The decision of the Court of Appeal this week that race is, for all practical purposes, irrelevant to drug sentencing has been met with considerable praise. One editorial called it a triumph of equality before the law; another noted that the court properly refused to replace one bias with another.
The praise is misguided and reflects a fundamental misunderstanding of the argument about the relevance of race to sentencing.
The argument was never about implementing a sentencing discount or "playing the race card" as has been suggested. Nor was it even about using race to explain why the individual committed the offence. The former is truly demeaning and the latter virtually impossible to prove in the limited confines of a sentencing hearing.
The argument is that in applying traditional sentencing principles, a trial judge must consider how effective these principles would be in the relevant community -- in this case -- the black community.
The sentencing process is not just about holding the individual accountable and promoting rehabilitation. It is also about society and, in particular, reflecting society's condemnation of the offence and deterring others from committing similar offences. In drug cases, this latter principle, called general deterrence, takes precedence.

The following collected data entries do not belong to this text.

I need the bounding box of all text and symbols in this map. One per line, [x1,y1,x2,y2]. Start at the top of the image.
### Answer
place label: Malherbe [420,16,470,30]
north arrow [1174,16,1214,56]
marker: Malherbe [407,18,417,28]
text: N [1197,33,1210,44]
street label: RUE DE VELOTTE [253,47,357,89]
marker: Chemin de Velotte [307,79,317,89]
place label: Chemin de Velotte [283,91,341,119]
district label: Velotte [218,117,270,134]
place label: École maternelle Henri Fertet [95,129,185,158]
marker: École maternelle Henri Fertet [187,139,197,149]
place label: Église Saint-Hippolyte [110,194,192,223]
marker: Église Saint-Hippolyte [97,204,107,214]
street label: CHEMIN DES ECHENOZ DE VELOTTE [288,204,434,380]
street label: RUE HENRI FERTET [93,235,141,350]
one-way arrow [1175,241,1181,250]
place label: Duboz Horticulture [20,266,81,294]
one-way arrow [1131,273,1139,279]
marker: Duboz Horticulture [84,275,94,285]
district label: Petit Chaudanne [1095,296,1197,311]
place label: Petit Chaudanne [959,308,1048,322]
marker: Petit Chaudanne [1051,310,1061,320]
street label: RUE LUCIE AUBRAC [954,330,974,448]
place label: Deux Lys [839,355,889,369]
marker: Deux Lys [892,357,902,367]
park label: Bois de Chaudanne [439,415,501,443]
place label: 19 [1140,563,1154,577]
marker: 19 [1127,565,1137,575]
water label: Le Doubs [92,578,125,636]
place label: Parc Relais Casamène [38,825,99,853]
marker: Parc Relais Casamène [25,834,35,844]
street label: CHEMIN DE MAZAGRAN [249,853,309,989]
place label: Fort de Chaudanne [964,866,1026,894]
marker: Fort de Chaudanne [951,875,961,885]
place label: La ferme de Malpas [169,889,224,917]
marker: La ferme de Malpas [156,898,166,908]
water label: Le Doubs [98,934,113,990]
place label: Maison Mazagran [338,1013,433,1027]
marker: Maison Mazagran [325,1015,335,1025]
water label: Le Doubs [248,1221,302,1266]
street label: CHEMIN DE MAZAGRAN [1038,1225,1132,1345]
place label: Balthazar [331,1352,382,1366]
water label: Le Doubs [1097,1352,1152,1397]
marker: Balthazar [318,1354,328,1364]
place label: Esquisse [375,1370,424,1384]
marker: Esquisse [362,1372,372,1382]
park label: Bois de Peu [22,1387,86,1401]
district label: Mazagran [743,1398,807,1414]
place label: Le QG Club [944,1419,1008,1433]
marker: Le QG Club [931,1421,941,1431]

Indeed, consider that a drug courier who imports more than one kilogram of cocaine into Canada will be sentenced to six to eight years in jail -- even if he is she is a first offender and only thought he/she was transporting a much smaller amount.
This is a harsher sentence than most rapists and some intoxicated killers receive in this country. Because of the prominence of general deterrence in drug cases, it only makes sense to ask: Will lengthy sentences deter others in the offender's community from committing drug offences? It is at this point that systemic racism becomes relevant.
Can it really be said that lengthy sentences are going to serve to deter individuals who face hurdles at every step -- education, employment and housing -- and therefore limited life choices?
This is why the argument is more about race than poverty. Poverty can be hidden. Race cannot. Education and employment allow individuals to escape poverty. But not racism.
There is also an important link here to rehabilitation.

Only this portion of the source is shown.